# Imports

In [14]:
import os
# Pandas, numpy, for data processing
import numpy as np
import pandas as pd

# Matplotlib for visualization
import matplotlib.pyplot as plt
%matplotlib inline
#
import time
# csv to write predict file
import csv
# open cv, scipy ndimage for image processing
import cv2
import random
from scipy import ndarray
import skimage as sk
from skimage import transform
from skimage import util
from scipy import ndimage
#sklearn to train models
from sklearn import preprocessing,cross_validation,neighbors
from sklearn.preprocessing import Imputer, MinMaxScaler
from sklearn.cross_validation import train_test_split
from sklearn.linear_model import LogisticRegression
from sklearn import metrics
from sklearn import model_selection
from sklearn.ensemble import BaggingClassifier
from sklearn.tree import DecisionTreeClassifier

# Data loading and shapes printing

In [15]:
#training features
images_train = np.load('all/train_images.npy', encoding='latin1')
print("training features shape",images_train.shape)

#testing features
images_test = np.load('all/test_images.npy', encoding='latin1')
print("testing  features shape",images_test.shape)

#labels
df = pd.read_csv('all/train_labels.csv')
print("training labels shape",df.shape)

training features shape (10000, 2)
testing  features shape (10000, 2)
training labels shape (10000, 2)


# Pre Processing

### Data Reshaping

In [16]:
#training data reshaping
X=np.concatenate(images_train[:,1],axis=0)
X=X.reshape(10000,10000)
print("training features new shape",X.shape)

#testing data reshaping
X_test1=np.concatenate(images_test[:,1],axis=0)
X_test1=X_test1.reshape(10000,10000)
print("testing  features new shape",X_test1.shape)
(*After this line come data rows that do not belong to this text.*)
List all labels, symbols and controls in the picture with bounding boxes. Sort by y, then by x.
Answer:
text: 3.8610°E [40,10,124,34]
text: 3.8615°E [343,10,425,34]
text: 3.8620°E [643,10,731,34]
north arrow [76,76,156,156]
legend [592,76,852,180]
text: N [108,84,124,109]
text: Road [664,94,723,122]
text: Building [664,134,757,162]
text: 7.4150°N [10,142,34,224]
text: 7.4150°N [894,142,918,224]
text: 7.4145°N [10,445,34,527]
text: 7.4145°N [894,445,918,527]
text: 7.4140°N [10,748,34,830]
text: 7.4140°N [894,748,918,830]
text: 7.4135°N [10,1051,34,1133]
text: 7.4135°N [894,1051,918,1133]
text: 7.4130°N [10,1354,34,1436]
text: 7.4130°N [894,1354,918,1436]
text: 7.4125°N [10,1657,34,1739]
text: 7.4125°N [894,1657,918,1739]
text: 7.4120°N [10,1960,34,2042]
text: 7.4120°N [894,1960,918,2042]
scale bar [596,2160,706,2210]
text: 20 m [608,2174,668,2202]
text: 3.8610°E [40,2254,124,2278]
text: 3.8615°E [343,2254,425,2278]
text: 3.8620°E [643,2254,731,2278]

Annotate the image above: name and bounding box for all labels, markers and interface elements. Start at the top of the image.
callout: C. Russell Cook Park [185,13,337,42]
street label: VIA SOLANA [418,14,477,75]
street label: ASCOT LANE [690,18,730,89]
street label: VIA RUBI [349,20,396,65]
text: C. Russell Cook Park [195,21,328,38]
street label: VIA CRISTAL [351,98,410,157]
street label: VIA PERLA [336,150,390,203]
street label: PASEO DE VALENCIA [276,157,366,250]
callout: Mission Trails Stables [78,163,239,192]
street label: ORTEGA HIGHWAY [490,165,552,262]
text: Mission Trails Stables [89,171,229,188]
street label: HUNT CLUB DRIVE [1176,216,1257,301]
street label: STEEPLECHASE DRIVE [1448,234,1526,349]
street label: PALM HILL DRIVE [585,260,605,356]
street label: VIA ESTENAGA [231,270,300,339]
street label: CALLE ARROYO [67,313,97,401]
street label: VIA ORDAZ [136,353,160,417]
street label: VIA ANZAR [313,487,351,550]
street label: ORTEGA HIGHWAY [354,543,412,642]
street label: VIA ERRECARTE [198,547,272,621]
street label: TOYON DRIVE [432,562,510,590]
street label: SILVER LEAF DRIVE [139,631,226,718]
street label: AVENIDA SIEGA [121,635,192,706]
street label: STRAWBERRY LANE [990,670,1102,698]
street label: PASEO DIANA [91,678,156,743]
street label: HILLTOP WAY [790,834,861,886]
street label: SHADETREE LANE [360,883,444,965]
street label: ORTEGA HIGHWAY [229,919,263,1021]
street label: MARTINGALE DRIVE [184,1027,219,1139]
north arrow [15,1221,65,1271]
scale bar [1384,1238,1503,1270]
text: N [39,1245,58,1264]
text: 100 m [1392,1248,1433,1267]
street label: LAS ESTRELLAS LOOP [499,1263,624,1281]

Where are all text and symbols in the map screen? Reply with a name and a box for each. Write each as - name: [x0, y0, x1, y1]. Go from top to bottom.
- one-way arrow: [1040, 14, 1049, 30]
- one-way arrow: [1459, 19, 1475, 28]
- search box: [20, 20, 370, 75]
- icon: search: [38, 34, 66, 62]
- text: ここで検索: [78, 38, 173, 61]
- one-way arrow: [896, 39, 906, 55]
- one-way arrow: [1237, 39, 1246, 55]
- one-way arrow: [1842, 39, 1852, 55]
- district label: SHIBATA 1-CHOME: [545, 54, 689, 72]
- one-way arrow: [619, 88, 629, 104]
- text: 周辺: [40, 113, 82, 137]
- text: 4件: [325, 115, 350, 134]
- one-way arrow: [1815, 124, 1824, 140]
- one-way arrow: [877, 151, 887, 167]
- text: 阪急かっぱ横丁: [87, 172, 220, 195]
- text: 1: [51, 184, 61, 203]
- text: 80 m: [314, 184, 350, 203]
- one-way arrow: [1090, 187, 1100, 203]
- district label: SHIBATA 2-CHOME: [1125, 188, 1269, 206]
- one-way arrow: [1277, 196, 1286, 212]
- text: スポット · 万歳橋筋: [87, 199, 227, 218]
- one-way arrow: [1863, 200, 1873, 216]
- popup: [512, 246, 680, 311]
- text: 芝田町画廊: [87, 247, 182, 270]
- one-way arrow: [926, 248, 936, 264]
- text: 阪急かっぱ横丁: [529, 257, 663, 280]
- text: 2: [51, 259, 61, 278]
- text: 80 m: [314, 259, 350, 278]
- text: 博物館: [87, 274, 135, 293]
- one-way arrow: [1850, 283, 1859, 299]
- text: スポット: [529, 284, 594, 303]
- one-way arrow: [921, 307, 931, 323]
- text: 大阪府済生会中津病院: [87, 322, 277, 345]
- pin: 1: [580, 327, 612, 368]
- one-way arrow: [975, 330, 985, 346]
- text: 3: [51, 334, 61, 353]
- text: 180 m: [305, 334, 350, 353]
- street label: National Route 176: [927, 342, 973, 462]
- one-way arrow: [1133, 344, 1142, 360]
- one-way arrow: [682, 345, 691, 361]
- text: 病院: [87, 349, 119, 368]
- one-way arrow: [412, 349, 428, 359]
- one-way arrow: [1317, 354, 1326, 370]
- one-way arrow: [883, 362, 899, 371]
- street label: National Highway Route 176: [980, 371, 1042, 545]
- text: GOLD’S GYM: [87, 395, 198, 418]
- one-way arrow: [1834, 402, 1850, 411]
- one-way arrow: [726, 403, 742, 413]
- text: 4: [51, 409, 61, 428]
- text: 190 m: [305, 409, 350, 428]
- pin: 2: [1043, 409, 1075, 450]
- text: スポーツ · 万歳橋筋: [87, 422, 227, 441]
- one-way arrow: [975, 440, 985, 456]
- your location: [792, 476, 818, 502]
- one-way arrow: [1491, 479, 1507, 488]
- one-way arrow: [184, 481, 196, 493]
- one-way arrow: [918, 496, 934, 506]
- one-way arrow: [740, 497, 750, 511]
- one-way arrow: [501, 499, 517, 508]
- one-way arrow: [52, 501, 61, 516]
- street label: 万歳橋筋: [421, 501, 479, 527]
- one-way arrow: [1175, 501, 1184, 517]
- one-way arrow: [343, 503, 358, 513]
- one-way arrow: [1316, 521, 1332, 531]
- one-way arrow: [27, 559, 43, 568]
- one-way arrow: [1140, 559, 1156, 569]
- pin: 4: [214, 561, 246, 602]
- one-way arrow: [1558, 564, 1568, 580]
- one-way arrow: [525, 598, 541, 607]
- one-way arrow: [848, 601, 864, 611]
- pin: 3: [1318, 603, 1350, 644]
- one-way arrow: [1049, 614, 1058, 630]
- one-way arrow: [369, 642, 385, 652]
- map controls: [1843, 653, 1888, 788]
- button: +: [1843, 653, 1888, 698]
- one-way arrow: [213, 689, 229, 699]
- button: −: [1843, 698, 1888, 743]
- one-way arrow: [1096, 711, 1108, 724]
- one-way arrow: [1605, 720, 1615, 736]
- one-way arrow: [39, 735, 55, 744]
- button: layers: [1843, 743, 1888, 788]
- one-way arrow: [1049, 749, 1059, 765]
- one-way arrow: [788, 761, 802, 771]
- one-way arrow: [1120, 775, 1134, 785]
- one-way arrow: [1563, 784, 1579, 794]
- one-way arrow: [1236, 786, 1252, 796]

#training labels reshaping

y=np.array(df.iloc[:,1])
print("training labels   new shape",y.shape)

training features new shape (10000, 10000)
testing  features new shape (10000, 10000)
training labels   new shape (10000,)


### Searching for missing values and filling them with Median ( if there's missing values)

In [17]:
# median imputer object 
imp = Imputer(strategy='median')

# fit on the training data
imp.fit(X)

# Transform training and testing data
X = imp.transform(X)
X_test1 = imp.transform(X_test1)

print('(Missing values) training features: ', np.sum(np.isnan(X)))
print('(Missing values) testing  features:  ', np.sum(np.isnan(X_test1)))


(Missing values) training features:  0
(Missing values) testing  features:   0


### Make sure there is no infinite values 

In [18]:
print(np.where(~np.isfinite(X)))
print(np.where(~np.isfinite(X_test1)))

(array([], dtype=int64), array([], dtype=int64))
(array([], dtype=int64), array([], dtype=int64))


### Centering function

In [19]:
def centerimg(im):
    """
    takes a filtered image as argument and determins 
    mass center, then translates the image data 
    returns: centred image containing only relevant information 
    relevent pixels
    """
    # Determine Centre of Mass
    com = ndimage.measurements.center_of_mass(im)
    # Translation distances in x and y axis
    x_trans = int(im.shape[0]//2-com[0])
    y_trans = int(im.shape[1]//2-com[1])

    if x_trans > 0:
        im2 = np.pad(im, ((x_trans, 0), (0, 0)), mode='constant')
    else:
        im2 = np.pad(im, ((0, -x_trans), (0, 0)), mode='constant')
        im2 = im2[-x_trans:, :]

    if y_trans > 0:
        im3 = np.pad(im2, ((0, 0), (y_trans, 0)), mode='constant')
    else:
        im3 = np.pad(im2, ((0, 0), (0, -y_trans)), mode='constant')
        im3 = im3[:, -y_trans:]
    im3=im3[35:75,35:75].copy()
    return im3


### filtering & resizing function

In [20]:
def filterimg(matrix):
    """
    takes a 10000x10000 matrix reshapes every line  into (100 x 100 matrix)
    denoises and resizes it  into a (40 x 40) matrix (without loosing information)
    reshapes the input matrix into a (10000 x 1600)
    """
    X_new=[]
    for i in range(0,10000):
        square = matrix[i].reshape(100,100)
        square=np.int8(square)
        image = square.astype('uint8')
        nb_components, output, stats, centroids = cv2.connectedComponentsWithStats(image, connectivity=4)
        sizes = stats[:, -1]
        max_label = 1
        max_size = sizes[1]
        for i in range(2, nb_components):
            if sizes[i] > max_size:
                max_label = i
                max_size = sizes[i]
        img2 = np.zeros(output.shape)
        img2[output == max_label] = 255
        img2=centerimg(img2)
        img2=img2.reshape(-1,1600)
        X_new.append(img2)
    X_new=np.array(X_new).reshape(len(X_new),-1)
    return(X_new)

### Denoising , Resizing and translating Taining and testing data

In [21]:
X_new=filterimg(X)
print("[After pre processing] training features new shape",X_new.shape)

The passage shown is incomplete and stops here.